Муза Дмитриевна устроилась на работу в типографию, где проработала 32 года и оттуда ушла на пенсию. Я до 1953 года работал там главным бухгалтером, затем перешел в управление культуры при облисполкоме. Оттуда через три года перевелся в геологическую экспедицию, в трест «Тувинстрой», затем снова ушел в геологию и шесть последних лет работал в финансово-плановом отделе МВД. И везде работал бухгалтером. Вот и вся моя рабочая биография.
– Какой период жизни был для вас самым лучшим?
– Послевоенный. Жили хоть небогато, но дружно и уважительно относились друг к другу. Неплохо было и при хрущевско-брежневском правлении, хотя и там были свои недостатки.
– А какой самый худший?
– Нынешний. Почти всех сделали нищими. Работу найти невозможно, и людям приходится копаться на помойках в надежде найти кусок хлеба. Мы потеряли СССР, страну, в которой родились и выросли, которую защищали. Россия тоже находится на опасном рубеже.
– Получается, что Россию могут победить только русские, как говорил Шиллер.
– Да, наверное, так. И обидно, что победители и освободители всей Европы живут теперь хуже, чем побежденные.
– А может, у вас это ностальгия по прошлому, когда трудно удержаться от сакраментального: а вот в наше время и небо было голубее, и трава зеленее?

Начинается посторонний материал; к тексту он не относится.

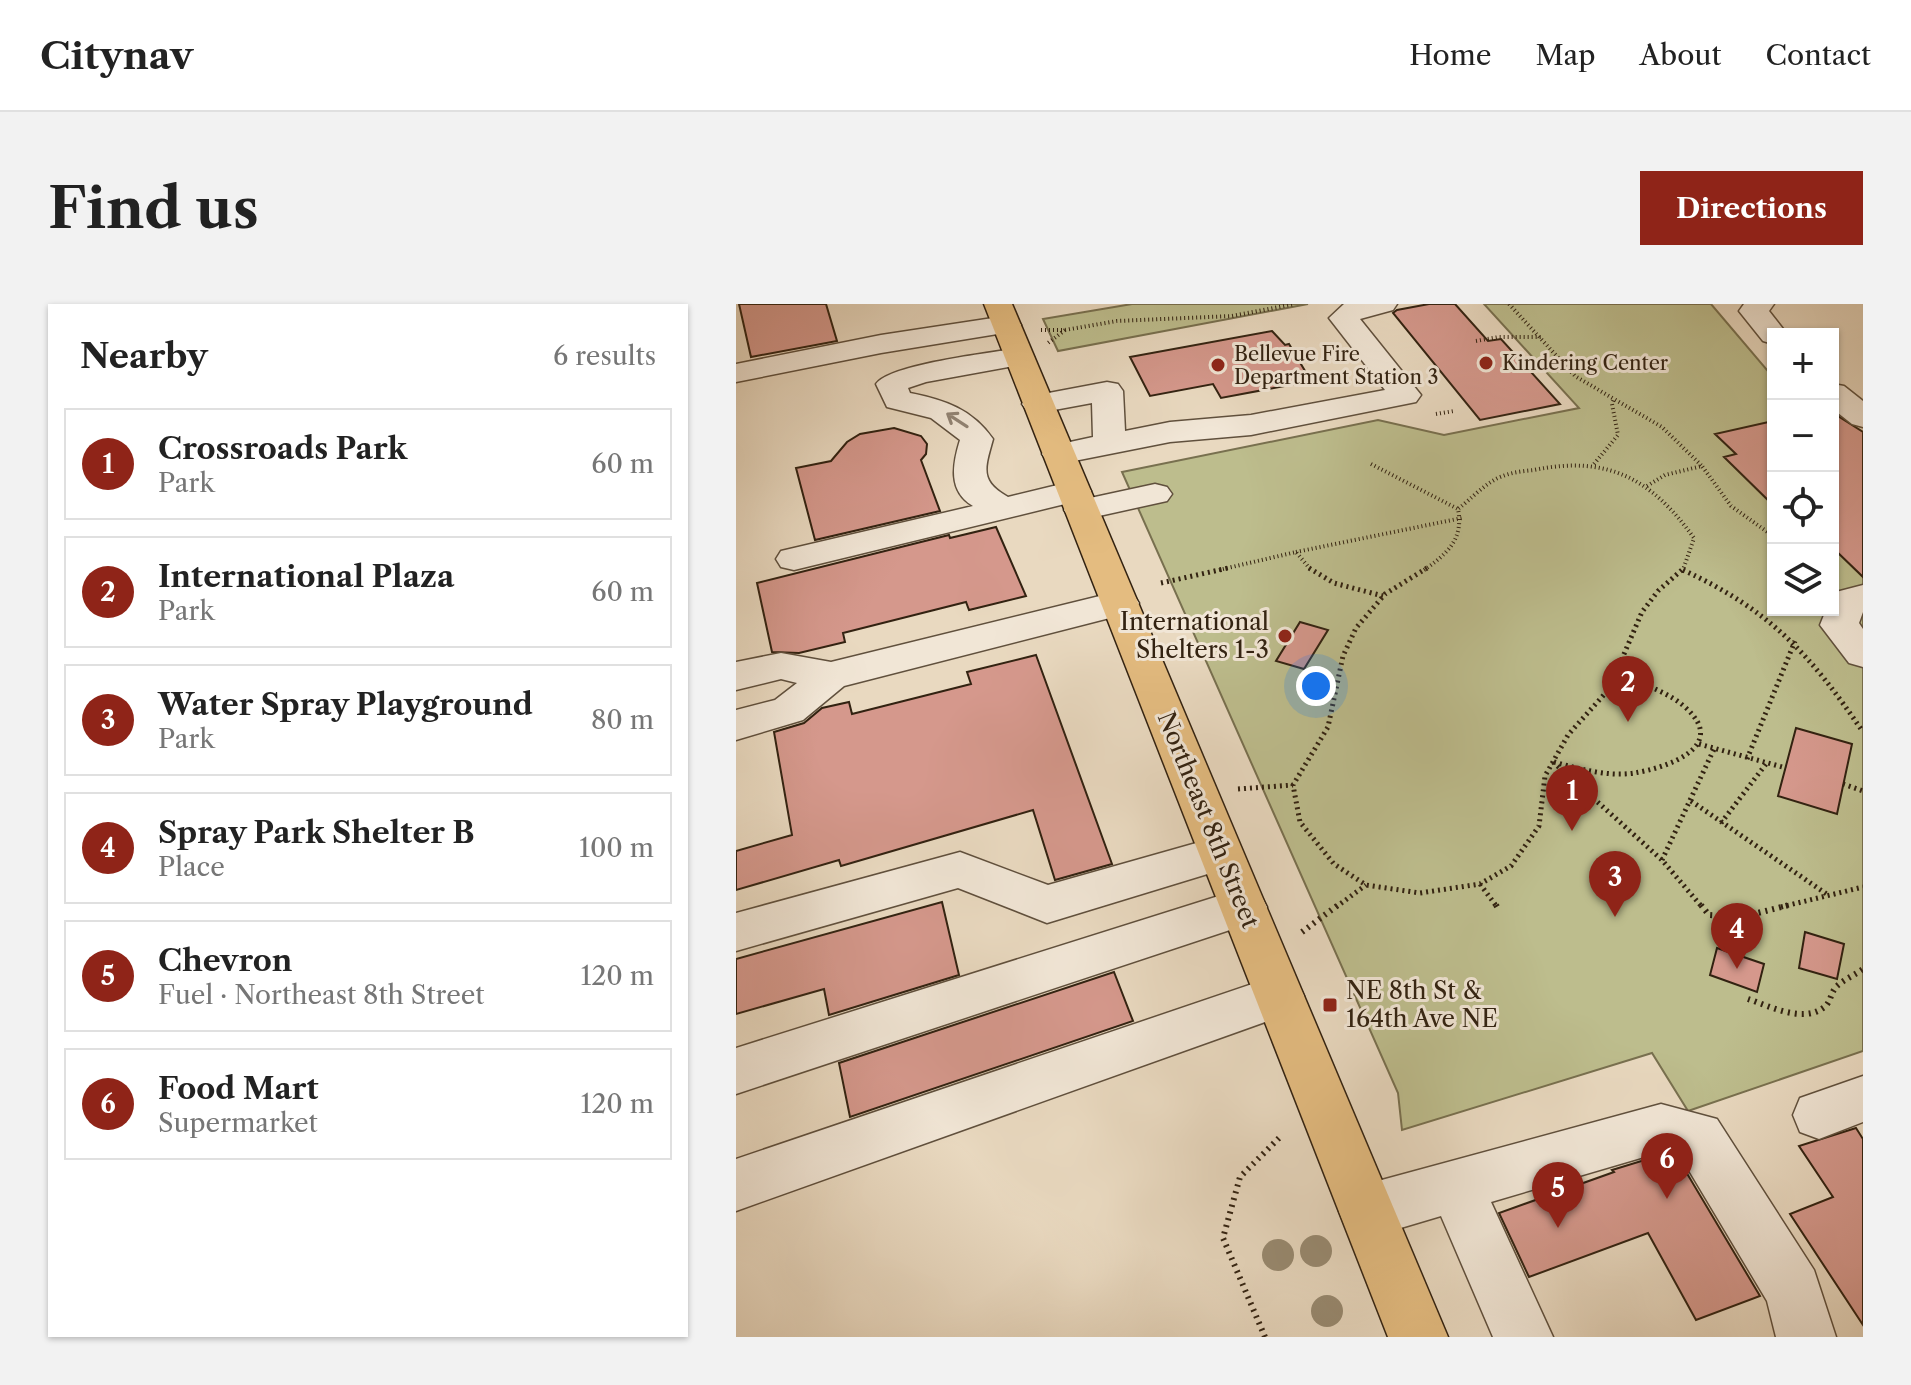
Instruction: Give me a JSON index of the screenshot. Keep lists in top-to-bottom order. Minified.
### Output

– Да какая там ностальгия, если люди стали жить хуже! Особенно пенсионеры. Раньше была пенсия 120 рублей и на нее можно было слетать в Москву и обратно. А теперь билет стоит более шести тысяч. И если я получаю тысячу, а многие и того меньше, мне надо копить деньги на билет ровно год. Разве разумно это?
– Как вы собираетесь встретить праздник?
– Пойду на все мероприятия, которые будут организованы в городе.
– И, конечно, при всех регалиях?
– Да, хоть раз в году надеть свои награды.
– Кстати, а сколько у вас всего боевых наград?
– Три медали “За отвагу”, причем последняя нашла меня через 45 лет. Был второй раз ранен, как это часто бывало, из части после ранения выбыл, а медаль затерялась. И лишь в 1990 мне ее вручили в военкомате. Кроме этих медалей награжден Орденом Отечественной войны первой степени и другими. Всего 14 наград.
– Позвольте поздравить вас с днем Победы, пожелать здоровья и долгих, долгих лет жизни.
– Спасибо вам, что вспомнили обо мне.
Фото:
2. За день до Победы. Владимир Маландин в Австрии. 8 мая 1945 года.
3. 4. Муза и Владимир. Их познакомила война, а обвенчала победа.